Buddhistische Psychologie


Sie ist nicht mehr, aber auch nicht weniger als:

 

  • die Psychologie & Philosophie, mit deren Hilfe ich begann, mein eigenes Leben/meine Biographie zu verstehen 
  • das Therapie-Konzept, das meiner Arbeitshaltung am nächsten ist
  • eines der zahlreichen alternativen Psychotherapie-Methoden in Deutschland, das zu den Humanistischen Verfahren zählt und den sogenannten Regelverfahren (von den Krankenkassen bezuschusst) gegenübergestellt wird

Immer wieder erlebe ich, dass der Begriff an sich für Verwirrung sorgt und Fragen wie diese aufwirft:

 

  • Nein, Buddhistische Psychologie hat nichts mit einer religiösen Ausrichtung zu tun.
  • Nein, niemand braucht buddhistische Kenntnisse, um sich von mir beraten oder begleiten zu lassen.
  • Ja, sie hat sehr alte Wurzeln und ist dennoch nicht "veraltet", sondern zeitgemäßer denn je.
  • Ja, obwohl sie aus "dem Osten" stammt ist sie für uns "im Westen" begreifbar und anwendbar.

Hier folgen 4 Einblicke:


Leiden oder Leben?

Das Leben scheint uns oft schicksalhaft, willkürlich und ungerecht.

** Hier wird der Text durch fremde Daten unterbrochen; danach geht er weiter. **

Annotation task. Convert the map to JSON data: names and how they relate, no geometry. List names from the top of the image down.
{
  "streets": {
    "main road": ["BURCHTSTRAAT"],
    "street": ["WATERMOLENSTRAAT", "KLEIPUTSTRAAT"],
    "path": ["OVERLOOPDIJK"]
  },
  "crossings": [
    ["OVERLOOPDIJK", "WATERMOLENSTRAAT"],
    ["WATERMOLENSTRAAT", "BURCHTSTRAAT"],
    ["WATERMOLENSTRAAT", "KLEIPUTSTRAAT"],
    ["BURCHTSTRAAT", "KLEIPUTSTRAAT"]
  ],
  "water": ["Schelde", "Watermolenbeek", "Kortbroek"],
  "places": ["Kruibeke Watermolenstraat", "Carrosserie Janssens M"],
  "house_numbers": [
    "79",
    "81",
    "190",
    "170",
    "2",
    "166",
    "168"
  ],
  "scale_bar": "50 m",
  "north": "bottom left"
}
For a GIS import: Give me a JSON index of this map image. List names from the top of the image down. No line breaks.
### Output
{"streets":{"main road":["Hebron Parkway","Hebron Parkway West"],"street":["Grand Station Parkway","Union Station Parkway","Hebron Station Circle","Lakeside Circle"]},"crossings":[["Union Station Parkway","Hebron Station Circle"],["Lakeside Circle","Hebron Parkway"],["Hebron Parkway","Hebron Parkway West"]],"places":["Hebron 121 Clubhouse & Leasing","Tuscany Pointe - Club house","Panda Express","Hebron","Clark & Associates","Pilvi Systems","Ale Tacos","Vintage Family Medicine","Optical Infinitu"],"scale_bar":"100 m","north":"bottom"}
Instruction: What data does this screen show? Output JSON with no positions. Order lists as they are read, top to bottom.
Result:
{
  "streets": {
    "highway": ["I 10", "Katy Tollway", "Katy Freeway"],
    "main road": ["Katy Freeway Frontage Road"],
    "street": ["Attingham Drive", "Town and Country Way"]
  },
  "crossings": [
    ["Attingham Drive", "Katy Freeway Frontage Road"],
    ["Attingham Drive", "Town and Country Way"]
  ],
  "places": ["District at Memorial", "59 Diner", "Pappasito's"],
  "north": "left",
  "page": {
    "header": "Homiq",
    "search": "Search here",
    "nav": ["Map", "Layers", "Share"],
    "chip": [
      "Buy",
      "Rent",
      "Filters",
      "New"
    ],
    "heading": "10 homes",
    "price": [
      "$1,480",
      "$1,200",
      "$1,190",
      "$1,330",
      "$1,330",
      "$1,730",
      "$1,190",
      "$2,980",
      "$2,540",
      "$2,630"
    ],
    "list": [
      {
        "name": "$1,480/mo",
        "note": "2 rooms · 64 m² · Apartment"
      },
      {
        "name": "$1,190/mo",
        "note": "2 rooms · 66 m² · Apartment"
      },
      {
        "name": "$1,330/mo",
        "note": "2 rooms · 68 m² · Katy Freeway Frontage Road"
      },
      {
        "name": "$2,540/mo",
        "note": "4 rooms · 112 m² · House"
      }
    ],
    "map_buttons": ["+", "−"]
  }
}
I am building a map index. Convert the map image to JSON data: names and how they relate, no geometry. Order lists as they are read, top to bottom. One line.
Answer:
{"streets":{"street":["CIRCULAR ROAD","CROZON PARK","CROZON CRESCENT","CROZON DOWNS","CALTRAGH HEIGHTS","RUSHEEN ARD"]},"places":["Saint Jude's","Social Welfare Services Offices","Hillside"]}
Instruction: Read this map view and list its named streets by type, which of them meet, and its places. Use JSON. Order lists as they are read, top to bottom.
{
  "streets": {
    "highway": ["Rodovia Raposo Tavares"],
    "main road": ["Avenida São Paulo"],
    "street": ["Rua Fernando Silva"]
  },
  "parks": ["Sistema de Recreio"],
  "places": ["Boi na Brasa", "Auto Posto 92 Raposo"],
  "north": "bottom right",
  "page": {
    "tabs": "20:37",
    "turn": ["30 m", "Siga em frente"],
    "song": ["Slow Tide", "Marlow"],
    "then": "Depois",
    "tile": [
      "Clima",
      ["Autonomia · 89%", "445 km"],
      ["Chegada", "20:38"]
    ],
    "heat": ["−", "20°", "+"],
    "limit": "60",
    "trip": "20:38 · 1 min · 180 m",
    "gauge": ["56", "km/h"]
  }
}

Üblicherweise suchen wir für unser subjektives Leiden Schuldige im "Außen".  Allzu gerne geben wir Verantwortung ab.

Wir erkennen nur schwer, dass es einen Unterschied gibt zwischen unvermeidbarem Leid (Krankheit, Alter und Tod) und dem Teil, den wir "draufsetzen", den wir selbst produzieren, das Leiden, das vermeidbar wäre, wenn da nicht... 


Angst oder Freiheit?

...die Angst wäre.

Angst ist unser Unglück und unser Glück zugleich.

Ängste durchdringen unsere Welt und jeden einzelnen Menschen zutiefst, einzig: wir durchschauen sie nicht, weil sie Teil unseres Überlebensmechanismus sind.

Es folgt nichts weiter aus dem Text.